Jazz live
Publié le 26 Mai 2016

DA Festival (1)

Le DA Festival, initié par Elise Dabrowski et Sylvain Darrifourcq, avait lieu cette année à l’Atelier du Plateau. Son principe repose sur l’affirmation que jazz, musique improvisée et musique contemporaine ne sont pas des musiques de nature différente, toutes tendant vers un même horizon.

Mardi 24 mai 2016, Paris, L’Atelier du plateau (75019)

1e partie : Richard Comte solo

Richard Comte (elg)

2e partie : Tendimite(s)

Soa Ratsifandrihana, Lucie Collardeau (danse), Ronan Courty (cb), Sylvain Darrifourcq (dm)

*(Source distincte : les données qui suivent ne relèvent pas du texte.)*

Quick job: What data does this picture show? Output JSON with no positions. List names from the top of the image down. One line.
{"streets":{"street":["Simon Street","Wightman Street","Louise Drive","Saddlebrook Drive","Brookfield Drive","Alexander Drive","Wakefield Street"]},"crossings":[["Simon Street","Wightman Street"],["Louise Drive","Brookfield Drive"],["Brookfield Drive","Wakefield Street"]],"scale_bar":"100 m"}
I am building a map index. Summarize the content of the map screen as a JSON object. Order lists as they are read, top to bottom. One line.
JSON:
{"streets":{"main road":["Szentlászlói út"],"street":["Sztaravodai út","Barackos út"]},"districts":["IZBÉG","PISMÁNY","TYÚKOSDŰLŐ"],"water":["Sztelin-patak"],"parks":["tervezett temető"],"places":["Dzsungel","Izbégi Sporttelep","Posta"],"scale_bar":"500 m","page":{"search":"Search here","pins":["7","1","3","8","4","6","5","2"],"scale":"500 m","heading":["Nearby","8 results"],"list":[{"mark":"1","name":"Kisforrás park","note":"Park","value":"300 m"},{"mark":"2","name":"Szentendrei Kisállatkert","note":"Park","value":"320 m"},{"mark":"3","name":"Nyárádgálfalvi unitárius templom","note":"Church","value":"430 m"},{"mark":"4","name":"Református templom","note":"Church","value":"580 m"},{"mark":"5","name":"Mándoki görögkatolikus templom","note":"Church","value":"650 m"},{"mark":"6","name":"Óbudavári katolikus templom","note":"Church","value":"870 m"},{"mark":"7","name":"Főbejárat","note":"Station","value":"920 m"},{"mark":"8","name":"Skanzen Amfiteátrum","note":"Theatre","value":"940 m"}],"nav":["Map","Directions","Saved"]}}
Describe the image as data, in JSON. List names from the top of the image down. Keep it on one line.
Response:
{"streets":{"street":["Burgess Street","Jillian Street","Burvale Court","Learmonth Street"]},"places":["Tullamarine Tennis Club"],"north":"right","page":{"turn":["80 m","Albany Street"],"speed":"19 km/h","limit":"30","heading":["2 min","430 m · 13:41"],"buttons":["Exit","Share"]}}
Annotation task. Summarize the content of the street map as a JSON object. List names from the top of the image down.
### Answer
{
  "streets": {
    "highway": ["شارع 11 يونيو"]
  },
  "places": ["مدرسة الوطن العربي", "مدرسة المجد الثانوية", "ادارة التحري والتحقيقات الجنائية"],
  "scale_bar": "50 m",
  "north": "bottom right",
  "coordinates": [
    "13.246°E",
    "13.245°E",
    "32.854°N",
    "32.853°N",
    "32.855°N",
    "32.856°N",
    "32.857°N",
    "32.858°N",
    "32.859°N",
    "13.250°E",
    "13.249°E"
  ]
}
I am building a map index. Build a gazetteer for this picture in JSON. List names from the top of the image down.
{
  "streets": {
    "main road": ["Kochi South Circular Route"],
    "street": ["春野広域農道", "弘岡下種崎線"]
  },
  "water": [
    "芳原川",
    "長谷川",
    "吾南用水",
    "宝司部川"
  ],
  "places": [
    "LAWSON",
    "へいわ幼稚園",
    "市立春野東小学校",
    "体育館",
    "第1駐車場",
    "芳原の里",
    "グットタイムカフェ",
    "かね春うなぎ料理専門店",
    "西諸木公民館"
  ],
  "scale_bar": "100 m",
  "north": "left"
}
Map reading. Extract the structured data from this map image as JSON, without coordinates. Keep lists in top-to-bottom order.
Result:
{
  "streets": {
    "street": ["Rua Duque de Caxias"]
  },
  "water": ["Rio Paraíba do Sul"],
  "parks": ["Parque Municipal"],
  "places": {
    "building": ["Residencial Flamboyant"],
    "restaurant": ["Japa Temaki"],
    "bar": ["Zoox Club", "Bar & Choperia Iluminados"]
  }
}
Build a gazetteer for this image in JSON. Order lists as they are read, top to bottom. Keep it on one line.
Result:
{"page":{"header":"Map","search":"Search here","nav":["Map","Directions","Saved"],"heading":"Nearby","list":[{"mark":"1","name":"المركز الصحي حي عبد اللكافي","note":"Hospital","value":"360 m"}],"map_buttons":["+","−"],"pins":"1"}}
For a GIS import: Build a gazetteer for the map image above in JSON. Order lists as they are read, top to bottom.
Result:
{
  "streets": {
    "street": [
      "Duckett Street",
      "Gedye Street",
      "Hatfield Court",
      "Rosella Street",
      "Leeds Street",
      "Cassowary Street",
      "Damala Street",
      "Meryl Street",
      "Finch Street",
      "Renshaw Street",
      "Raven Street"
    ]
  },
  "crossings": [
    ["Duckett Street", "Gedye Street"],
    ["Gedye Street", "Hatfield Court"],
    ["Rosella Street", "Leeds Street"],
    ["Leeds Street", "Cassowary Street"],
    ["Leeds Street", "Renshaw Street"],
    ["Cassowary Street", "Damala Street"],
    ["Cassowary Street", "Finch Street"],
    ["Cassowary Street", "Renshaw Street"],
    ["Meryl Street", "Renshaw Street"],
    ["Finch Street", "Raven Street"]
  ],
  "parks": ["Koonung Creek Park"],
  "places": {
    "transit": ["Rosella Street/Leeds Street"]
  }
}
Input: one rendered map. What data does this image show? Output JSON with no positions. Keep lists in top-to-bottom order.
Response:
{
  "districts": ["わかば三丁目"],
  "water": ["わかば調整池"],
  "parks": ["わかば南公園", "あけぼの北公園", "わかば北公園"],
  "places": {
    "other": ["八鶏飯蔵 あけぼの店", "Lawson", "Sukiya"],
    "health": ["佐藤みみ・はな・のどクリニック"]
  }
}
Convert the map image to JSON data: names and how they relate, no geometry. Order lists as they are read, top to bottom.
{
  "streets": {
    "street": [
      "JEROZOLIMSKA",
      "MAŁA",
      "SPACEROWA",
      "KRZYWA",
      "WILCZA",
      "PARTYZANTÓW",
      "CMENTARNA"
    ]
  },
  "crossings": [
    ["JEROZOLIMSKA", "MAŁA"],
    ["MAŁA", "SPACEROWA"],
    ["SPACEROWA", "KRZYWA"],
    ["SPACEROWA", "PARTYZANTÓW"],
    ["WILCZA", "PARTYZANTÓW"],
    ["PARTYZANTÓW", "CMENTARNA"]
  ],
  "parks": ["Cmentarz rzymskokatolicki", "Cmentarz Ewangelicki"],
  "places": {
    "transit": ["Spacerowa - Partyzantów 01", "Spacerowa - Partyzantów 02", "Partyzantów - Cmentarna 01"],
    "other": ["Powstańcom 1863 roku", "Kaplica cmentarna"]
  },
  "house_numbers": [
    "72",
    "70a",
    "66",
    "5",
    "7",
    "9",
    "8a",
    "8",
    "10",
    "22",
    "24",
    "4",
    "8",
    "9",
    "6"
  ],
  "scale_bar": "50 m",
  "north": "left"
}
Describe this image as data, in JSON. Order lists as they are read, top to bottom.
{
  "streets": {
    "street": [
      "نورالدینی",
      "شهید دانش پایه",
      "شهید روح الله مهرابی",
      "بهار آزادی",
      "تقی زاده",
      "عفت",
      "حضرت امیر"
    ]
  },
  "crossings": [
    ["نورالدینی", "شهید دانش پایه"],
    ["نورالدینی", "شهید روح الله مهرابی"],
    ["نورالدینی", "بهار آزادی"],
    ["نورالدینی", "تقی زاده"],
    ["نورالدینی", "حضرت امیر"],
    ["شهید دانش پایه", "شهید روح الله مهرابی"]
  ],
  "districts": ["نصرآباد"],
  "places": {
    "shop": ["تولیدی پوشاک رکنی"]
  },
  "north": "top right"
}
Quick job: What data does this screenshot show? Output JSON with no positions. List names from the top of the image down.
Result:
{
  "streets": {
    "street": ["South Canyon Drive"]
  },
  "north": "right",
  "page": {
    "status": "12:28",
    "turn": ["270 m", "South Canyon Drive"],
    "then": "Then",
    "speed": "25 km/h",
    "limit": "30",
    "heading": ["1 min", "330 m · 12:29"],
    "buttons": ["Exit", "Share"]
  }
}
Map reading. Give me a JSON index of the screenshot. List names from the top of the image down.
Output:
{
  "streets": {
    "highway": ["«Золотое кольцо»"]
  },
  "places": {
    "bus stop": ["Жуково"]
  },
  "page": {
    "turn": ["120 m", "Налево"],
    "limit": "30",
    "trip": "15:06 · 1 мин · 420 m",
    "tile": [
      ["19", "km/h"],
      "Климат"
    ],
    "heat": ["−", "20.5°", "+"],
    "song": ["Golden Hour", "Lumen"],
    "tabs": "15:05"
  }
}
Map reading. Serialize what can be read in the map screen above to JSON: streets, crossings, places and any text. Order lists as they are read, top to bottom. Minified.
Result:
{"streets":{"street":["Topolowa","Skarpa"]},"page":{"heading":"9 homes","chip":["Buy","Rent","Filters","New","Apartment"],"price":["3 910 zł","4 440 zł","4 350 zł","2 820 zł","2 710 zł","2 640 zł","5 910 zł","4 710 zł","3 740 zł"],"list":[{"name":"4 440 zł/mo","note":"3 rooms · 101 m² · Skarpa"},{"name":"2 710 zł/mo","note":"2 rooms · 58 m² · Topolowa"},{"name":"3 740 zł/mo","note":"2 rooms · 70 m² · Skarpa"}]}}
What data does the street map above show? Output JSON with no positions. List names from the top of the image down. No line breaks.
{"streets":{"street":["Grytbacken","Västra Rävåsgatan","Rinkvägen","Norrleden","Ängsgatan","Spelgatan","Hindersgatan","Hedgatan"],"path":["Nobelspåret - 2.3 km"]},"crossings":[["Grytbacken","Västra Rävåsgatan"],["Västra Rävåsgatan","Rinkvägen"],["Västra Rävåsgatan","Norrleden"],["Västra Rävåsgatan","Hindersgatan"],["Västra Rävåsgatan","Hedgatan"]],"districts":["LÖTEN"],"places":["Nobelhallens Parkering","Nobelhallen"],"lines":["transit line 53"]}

Symboliquement, le festival ouvrit ses portes avec Trash TV Trance, une pièce de Fausto Romitelli (1963-2004), un compositeur « savant » très inspiré par les musiques dites « actuelles ». Connaissant bien la pièce grâce à l’enregistrement, je me faisais une joie de la découvrir pour la première fois en concert. Je dois avouer que j’ai d’abord été frustré, la faute à une dynamique trop faible à mon goût et à de l’imprécision dans l’exécution. Cependant, il s’avéra en réalité que la gestion des nuances avait été très précisément pensée pour ne pas agresser l’oreille au moment des nuances très fortes, raison pour laquelle le début me parut, rétrospectivement à tort, insatisfaisant. Richard Comte enchaîna sans interruption avec une improvisation libre en partant de la dernière fondamentale de la pièce de Romitelli. Il l’entretint à la manière d’un drone pour en dévoiler les infinitésimales variations (mise en évidence de telle ou telle harmonique, variation légère de hauteur, etc.), interrogeant ses anfractuosités. Un peu avant la fin de son improvisation, le guitariste prit un virage plus trash en hypersaturation. Le ton du festival était donné.

Richard Comte

Richard Comte

La voie prise par Sylvain Darrifourcq avec ses formations récentes ne peut surprendre ceux qui connaissent quelque peu sa trajectoire musicale. Artiste sensible et ô combien réfléchi, il capte et transpose dans sa pratique musicale ce qui fait en partie l’esprit de notre condition contemporaine. Comme avec ses autres formations, les prestations de Tendimite(s) sont activées par un mécanisme à double détente. En premier lieu, des intérêts purement musicaux sont bien sûr à la base de leur démarche, notamment pour ce que l’on pourrait nommer d’une formule « le timbre et son double », les instrumentistes cherchant en effet à reproduire certains des sons générés par l’autre. Il y a ensuite l’idée de « l’imprévisible prévisibilité » qui consiste à entretenir un flux tendu de gestes sonores, comme nerveusement jetés à la volée, revenant sans cesse dans un ordre improvisé, donc sans anticipation possible, et toujours avec de légères variantes. Dans une esthétique fort différente, le procédé inscrit nécessairement l’auditeur dans un présent continu, ce qui me rappelle par exemple le Stravinsky des Symphonies d’instruments à vent. L’esthétique est cependant toute différente, d’abord par la vitesse effrénée des événements enchaînés, ensuite par le fait que les accents populaires de l’œuvre du Russe cèdent ici la place à des sons tirés des bruits urbains du XXIe siècle : crissements, raclements, frottements, sonneries, sons diffus dans les infra basses, métaux percutés, et bien d’autres encore composent ici la matière sonore. Les deux danseuses sont tout à fait en phase avec les musiciens : mouvements convulsifs des corps ou au contraire immobilité désolante ; marches autour des musiciens de ces deux corps qui cherchent, trouvent, contrarient leur trajectoire respective ; enfin mouvements chorégraphiés mais peu à peu dansés en décalage, désynchronisés, parasités.

Tendimite(s)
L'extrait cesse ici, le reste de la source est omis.